**Saved entries**
* * *

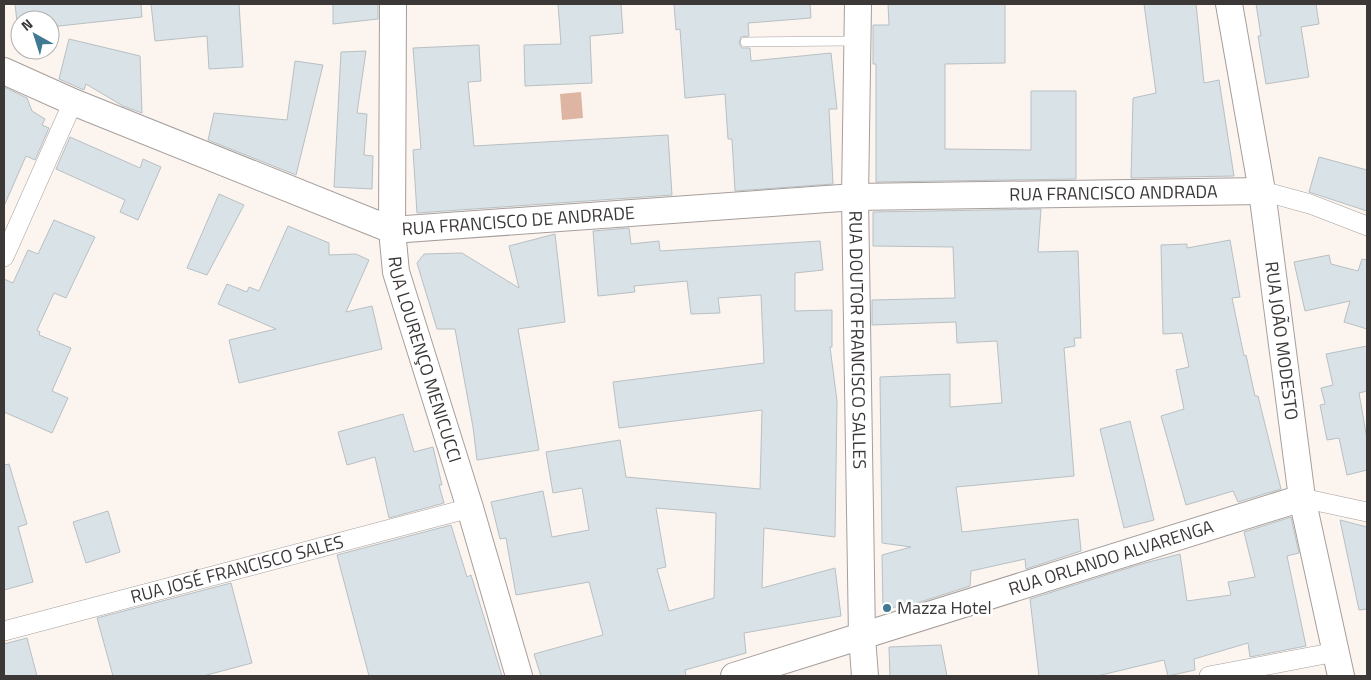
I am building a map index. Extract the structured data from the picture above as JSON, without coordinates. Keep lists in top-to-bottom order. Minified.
{"streets":{"main road":["RUA FRANCISCO ANDRADA","RUA FRANCISCO DE ANDRADE","RUA DOUTOR FRANCISCO SALLES","RUA JOÃO MODESTO","RUA LOURENÇO MENICUCCI","RUA ORLANDO ALVARENGA"],"street":["RUA JOSÉ FRANCISCO SALES"]},"crossings":[["RUA FRANCISCO ANDRADA","RUA FRANCISCO DE ANDRADE"],["RUA FRANCISCO ANDRADA","RUA DOUTOR FRANCISCO SALLES"],["RUA FRANCISCO ANDRADA","RUA JOÃO MODESTO"],["RUA FRANCISCO DE ANDRADE","RUA DOUTOR FRANCISCO SALLES"],["RUA FRANCISCO DE ANDRADE","RUA LOURENÇO MENICUCCI"],["RUA DOUTOR FRANCISCO SALLES","RUA ORLANDO ALVARENGA"],["RUA JOÃO MODESTO","RUA ORLANDO ALVARENGA"],["RUA LOURENÇO MENICUCCI","RUA JOSÉ FRANCISCO SALES"]],"places":["Mazza Hotel"],"north":"top left"}
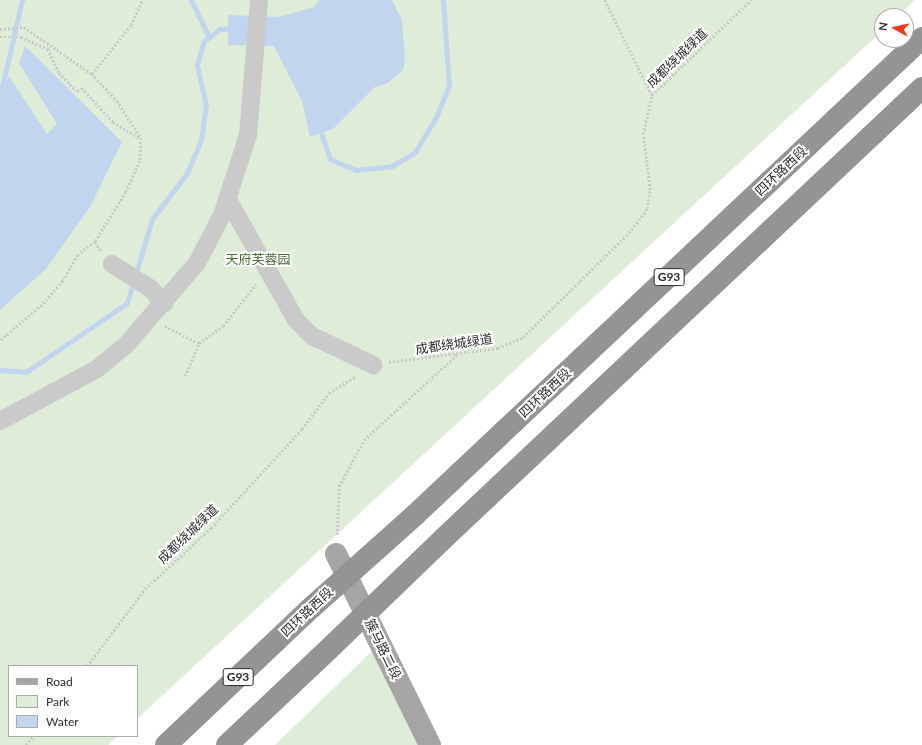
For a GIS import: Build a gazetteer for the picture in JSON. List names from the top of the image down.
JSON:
{
  "streets": {
    "highway": ["四环路西段", "G93"],
    "main road": ["簇马路二段"],
    "path": ["成都绕城绿道"]
  },
  "parks": ["天府芙蓉园"],
  "legend": ["Road", "Park", "Water"],
  "north": "left"
}
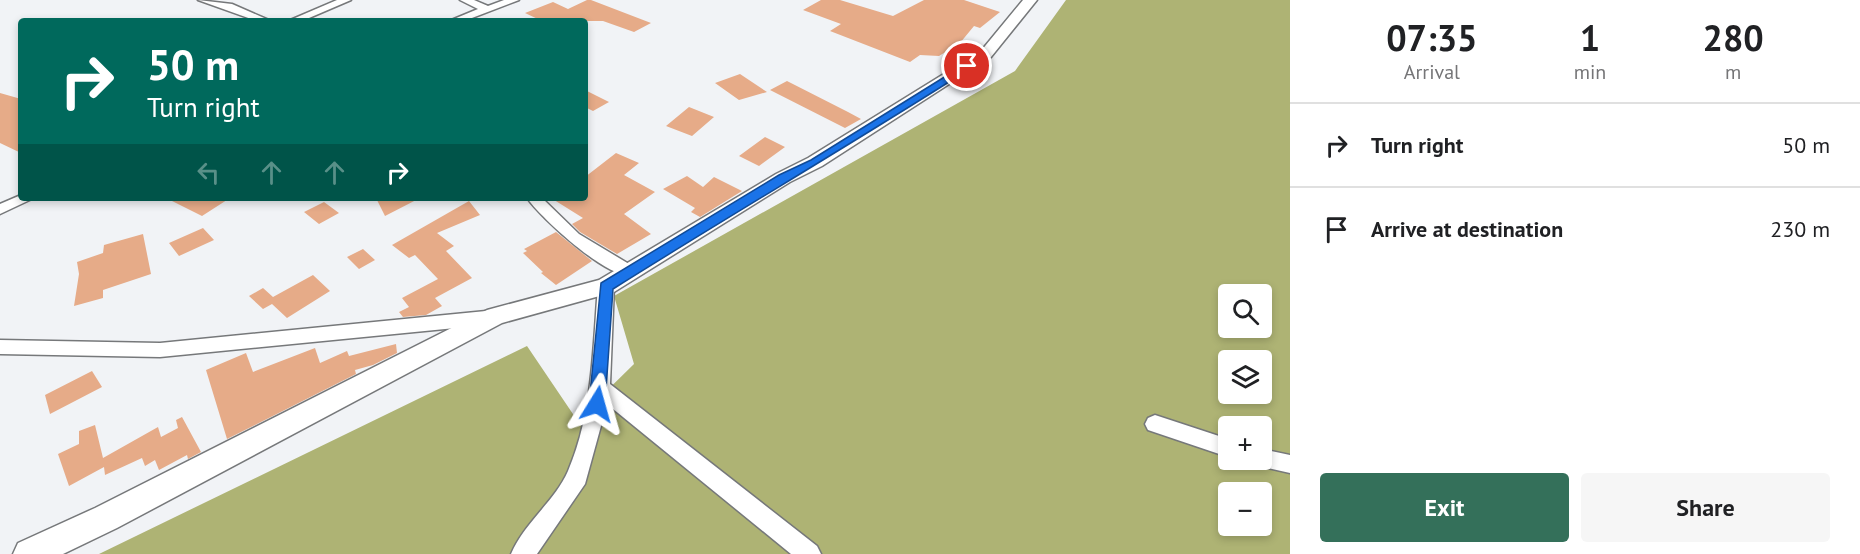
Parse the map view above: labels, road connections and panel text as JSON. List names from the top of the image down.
{
  "page": {
    "eta": [
      "07:35",
      "Arrival",
      "1",
      "min",
      "280",
      "m"
    ],
    "turn": ["50 m", "Turn right"],
    "list": [
      {
        "name": "Turn right",
        "value": "50 m"
      },
      {
        "name": "Arrive at destination",
        "value": "230 m"
      }
    ],
    "map_buttons": ["+", "−"],
    "buttons": ["Exit", "Share"]
  }
}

* * *

Would you retype every record above exactly, leaving out the pictures?

I am building a map index. Extract the structured data from the picture above as JSON, without coordinates. Keep lists in top-to-bottom order. Minified.
{"streets":{"main road":["RUA FRANCISCO ANDRADA","RUA FRANCISCO DE ANDRADE","RUA DOUTOR FRANCISCO SALLES","RUA JOÃO MODESTO","RUA LOURENÇO MENICUCCI","RUA ORLANDO ALVARENGA"],"street":["RUA JOSÉ FRANCISCO SALES"]},"crossings":[["RUA FRANCISCO ANDRADA","RUA FRANCISCO DE ANDRADE"],["RUA FRANCISCO ANDRADA","RUA DOUTOR FRANCISCO SALLES"],["RUA FRANCISCO ANDRADA","RUA JOÃO MODESTO"],["RUA FRANCISCO DE ANDRADE","RUA DOUTOR FRANCISCO SALLES"],["RUA FRANCISCO DE ANDRADE","RUA LOURENÇO MENICUCCI"],["RUA DOUTOR FRANCISCO SALLES","RUA ORLANDO ALVARENGA"],["RUA JOÃO MODESTO","RUA ORLANDO ALVARENGA"],["RUA LOURENÇO MENICUCCI","RUA JOSÉ FRANCISCO SALES"]],"places":["Mazza Hotel"],"north":"top left"}
For a GIS import: Build a gazetteer for the picture in JSON. List names from the top of the image down.
JSON:
{
  "streets": {
    "highway": ["四环路西段", "G93"],
    "main road": ["簇马路二段"],
    "path": ["成都绕城绿道"]
  },
  "parks": ["天府芙蓉园"],
  "legend": ["Road", "Park", "Water"],
  "north": "left"
}
Parse the map view above: labels, road connections and panel text as JSON. List names from the top of the image down.
{
  "page": {
    "eta": [
      "07:35",
      "Arrival",
      "1",
      "min",
      "280",
      "m"
    ],
    "turn": ["50 m", "Turn right"],
    "list": [
      {
        "name": "Turn right",
        "value": "50 m"
      },
      {
        "name": "Arrive at destination",
        "value": "230 m"
      }
    ],
    "map_buttons": ["+", "−"],
    "buttons": ["Exit", "Share"]
  }
}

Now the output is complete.